- [Try it]:
Reproduce, character for character, the entries from their opening line through the line with "--surface:#fff; --page:#f6f6f6; --text:#202124;".

Data provided START

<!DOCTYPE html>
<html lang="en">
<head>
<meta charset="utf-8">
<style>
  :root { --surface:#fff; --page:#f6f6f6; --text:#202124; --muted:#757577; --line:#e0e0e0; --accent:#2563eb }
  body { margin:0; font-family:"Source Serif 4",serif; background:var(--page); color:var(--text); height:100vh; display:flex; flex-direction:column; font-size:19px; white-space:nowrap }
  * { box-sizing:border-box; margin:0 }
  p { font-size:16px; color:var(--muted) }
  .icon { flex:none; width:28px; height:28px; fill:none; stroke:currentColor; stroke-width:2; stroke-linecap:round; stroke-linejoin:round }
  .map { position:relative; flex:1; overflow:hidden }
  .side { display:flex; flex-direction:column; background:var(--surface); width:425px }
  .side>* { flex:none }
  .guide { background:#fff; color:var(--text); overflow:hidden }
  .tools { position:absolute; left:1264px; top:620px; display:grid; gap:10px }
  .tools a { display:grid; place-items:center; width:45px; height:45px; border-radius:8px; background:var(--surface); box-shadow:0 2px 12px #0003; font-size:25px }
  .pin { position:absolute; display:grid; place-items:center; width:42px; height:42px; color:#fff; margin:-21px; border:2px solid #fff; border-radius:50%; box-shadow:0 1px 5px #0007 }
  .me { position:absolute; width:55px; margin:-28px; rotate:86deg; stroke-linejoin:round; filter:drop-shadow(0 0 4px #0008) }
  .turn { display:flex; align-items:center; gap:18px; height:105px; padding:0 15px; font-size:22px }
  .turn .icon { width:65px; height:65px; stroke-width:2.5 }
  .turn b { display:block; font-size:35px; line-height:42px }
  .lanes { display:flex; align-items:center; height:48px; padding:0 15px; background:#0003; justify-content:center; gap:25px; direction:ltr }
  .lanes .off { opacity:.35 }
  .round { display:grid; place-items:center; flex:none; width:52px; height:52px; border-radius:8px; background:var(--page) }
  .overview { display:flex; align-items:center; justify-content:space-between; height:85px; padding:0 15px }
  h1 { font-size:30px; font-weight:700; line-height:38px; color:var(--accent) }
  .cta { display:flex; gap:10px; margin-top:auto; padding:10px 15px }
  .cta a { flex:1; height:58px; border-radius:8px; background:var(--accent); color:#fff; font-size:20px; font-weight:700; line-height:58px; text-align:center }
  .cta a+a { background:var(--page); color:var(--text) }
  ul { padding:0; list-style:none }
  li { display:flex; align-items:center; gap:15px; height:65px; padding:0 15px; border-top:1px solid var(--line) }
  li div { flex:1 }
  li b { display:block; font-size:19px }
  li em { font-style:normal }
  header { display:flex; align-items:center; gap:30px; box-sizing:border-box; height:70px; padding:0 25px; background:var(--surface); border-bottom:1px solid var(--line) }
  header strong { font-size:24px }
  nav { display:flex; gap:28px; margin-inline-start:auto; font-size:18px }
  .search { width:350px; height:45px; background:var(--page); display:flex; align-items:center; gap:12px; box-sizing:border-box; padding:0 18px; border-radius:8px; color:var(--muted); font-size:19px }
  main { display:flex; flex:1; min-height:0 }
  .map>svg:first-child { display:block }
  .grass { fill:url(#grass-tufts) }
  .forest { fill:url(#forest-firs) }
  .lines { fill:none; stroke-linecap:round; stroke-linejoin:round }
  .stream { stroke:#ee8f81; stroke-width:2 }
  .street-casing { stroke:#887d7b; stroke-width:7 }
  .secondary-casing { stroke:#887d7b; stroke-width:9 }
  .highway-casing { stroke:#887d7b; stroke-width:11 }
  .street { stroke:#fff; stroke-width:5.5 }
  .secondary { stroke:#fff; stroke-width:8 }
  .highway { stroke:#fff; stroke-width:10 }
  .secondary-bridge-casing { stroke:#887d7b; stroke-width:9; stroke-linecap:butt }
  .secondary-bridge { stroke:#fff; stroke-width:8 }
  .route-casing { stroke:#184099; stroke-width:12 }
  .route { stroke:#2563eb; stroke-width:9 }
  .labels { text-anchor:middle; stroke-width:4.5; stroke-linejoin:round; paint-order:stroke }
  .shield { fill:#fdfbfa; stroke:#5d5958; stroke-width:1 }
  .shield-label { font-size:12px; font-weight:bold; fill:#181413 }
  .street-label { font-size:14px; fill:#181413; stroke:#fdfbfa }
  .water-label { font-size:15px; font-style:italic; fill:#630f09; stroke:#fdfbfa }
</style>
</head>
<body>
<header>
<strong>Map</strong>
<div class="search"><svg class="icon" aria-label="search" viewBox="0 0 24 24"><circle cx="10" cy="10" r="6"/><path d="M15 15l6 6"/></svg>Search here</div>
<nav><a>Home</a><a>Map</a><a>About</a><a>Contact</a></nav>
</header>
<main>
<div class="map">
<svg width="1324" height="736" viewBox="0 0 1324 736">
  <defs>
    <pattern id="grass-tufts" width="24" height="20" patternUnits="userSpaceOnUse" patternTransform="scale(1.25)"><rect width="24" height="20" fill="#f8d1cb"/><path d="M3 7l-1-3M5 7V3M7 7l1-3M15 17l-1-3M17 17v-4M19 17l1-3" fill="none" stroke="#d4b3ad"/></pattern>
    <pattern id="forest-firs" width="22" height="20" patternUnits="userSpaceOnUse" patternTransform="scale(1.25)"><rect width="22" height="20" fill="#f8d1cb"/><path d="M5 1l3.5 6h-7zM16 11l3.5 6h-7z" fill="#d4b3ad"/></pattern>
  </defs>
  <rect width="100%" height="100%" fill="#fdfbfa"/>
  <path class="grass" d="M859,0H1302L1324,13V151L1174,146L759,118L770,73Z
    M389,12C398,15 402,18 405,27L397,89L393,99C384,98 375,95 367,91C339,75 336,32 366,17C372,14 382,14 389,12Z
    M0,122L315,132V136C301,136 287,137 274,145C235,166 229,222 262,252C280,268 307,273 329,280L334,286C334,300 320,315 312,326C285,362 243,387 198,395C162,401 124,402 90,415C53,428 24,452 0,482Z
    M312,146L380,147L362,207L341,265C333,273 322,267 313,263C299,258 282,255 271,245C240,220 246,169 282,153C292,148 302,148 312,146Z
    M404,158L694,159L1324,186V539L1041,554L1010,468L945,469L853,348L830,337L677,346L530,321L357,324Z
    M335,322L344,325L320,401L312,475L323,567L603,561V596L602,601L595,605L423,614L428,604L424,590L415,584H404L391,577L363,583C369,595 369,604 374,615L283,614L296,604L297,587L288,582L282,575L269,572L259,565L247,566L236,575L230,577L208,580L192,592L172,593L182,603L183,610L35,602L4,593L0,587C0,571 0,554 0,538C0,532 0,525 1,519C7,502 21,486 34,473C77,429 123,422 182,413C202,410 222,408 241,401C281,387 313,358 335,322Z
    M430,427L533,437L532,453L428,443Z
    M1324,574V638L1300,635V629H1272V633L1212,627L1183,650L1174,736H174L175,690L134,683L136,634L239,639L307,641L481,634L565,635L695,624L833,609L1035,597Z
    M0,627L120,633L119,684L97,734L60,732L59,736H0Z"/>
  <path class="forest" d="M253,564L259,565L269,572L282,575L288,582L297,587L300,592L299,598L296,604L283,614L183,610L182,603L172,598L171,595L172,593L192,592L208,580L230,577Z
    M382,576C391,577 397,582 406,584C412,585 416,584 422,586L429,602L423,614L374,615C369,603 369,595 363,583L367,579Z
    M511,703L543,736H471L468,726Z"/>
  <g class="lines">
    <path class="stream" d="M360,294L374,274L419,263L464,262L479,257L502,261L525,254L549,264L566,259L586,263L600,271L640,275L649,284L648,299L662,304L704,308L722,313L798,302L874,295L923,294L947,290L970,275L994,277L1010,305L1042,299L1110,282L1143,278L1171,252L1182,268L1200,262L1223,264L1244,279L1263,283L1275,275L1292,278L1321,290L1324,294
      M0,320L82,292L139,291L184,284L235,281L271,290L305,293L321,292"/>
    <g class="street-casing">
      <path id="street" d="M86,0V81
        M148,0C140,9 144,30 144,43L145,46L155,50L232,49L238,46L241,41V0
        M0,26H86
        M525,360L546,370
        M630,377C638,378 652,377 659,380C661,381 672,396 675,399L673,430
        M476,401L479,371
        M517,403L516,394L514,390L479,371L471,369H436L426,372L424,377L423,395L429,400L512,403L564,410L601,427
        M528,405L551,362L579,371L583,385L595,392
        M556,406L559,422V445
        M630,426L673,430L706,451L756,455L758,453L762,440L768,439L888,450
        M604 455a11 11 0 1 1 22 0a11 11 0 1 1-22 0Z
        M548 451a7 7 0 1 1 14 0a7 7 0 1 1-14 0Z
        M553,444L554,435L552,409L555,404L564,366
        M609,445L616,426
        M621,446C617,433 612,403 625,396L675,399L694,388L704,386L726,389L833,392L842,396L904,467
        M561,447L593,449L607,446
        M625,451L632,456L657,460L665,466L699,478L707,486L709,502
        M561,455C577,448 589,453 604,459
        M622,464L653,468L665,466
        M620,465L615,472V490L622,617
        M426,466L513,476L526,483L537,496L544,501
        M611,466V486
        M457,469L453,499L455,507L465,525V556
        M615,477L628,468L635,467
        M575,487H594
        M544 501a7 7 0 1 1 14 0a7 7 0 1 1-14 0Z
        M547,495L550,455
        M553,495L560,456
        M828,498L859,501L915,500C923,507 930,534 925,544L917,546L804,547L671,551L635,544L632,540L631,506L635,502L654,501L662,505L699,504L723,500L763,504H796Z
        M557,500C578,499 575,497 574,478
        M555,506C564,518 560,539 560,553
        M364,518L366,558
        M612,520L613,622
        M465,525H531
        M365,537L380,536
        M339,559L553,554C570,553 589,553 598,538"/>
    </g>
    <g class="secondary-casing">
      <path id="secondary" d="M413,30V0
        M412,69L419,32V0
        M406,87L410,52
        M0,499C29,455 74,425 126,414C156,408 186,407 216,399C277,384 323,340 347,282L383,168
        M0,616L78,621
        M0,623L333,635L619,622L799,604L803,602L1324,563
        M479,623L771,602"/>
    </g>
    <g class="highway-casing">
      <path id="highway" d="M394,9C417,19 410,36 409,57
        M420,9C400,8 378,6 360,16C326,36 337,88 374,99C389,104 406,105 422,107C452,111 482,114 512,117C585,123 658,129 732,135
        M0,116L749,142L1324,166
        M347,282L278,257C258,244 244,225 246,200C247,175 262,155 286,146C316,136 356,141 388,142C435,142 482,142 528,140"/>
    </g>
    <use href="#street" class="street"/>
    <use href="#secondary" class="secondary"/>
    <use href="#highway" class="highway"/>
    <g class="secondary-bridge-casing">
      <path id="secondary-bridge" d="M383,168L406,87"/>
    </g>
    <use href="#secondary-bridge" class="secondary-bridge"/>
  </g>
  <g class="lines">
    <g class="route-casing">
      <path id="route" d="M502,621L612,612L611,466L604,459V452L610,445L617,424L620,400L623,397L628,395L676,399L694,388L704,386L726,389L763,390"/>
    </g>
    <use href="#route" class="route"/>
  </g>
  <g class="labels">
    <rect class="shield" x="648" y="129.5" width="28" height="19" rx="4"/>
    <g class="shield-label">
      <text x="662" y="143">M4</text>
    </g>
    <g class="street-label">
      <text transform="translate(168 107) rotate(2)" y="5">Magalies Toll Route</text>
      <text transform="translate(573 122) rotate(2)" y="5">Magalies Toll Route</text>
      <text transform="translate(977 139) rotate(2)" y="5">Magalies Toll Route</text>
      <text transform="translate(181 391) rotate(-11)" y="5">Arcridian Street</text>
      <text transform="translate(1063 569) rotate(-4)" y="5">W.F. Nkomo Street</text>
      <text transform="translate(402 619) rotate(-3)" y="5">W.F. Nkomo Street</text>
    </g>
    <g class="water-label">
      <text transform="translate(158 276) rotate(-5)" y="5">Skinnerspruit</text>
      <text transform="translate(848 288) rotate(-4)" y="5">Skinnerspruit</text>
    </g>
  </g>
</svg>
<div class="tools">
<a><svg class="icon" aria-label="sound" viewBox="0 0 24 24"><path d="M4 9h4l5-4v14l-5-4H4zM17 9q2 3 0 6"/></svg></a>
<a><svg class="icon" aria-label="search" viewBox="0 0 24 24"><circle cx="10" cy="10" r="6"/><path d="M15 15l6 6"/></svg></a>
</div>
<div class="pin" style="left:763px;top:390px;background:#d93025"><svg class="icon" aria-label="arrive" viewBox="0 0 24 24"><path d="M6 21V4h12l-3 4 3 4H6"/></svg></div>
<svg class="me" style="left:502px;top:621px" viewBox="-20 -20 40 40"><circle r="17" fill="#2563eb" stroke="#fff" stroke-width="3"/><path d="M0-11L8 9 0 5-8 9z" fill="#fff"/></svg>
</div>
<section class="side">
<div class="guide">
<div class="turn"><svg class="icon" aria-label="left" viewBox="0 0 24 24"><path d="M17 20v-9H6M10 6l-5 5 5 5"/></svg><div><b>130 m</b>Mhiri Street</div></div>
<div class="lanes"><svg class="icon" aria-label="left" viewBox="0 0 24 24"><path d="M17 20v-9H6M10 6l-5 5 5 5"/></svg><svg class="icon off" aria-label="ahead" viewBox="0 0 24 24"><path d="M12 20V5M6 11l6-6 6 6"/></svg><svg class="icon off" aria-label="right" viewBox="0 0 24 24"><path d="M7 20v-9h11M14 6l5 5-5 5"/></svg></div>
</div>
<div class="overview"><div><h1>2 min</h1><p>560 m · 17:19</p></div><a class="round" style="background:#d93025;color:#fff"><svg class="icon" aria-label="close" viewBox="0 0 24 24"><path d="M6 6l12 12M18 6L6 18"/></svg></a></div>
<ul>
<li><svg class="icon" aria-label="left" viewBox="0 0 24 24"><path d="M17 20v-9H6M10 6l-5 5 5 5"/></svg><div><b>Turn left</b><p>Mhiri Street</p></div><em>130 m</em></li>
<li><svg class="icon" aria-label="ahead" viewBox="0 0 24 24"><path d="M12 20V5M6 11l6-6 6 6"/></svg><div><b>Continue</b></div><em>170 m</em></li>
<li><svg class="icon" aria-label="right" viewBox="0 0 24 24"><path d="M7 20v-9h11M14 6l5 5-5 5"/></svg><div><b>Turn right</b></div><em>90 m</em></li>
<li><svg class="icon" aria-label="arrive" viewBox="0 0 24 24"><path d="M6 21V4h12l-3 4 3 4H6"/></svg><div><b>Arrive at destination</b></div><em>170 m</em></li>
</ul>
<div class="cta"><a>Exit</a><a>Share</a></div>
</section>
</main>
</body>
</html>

Data provided END

- [Answer box]:
<!DOCTYPE html>
<html lang="en">
<head>
<meta charset="utf-8">
<style>
  :root { --surface:#fff; --page:#f6f6f6; --text:#202124; --muted:#757577; --line:#e0e0e0; --accent:#2563eb }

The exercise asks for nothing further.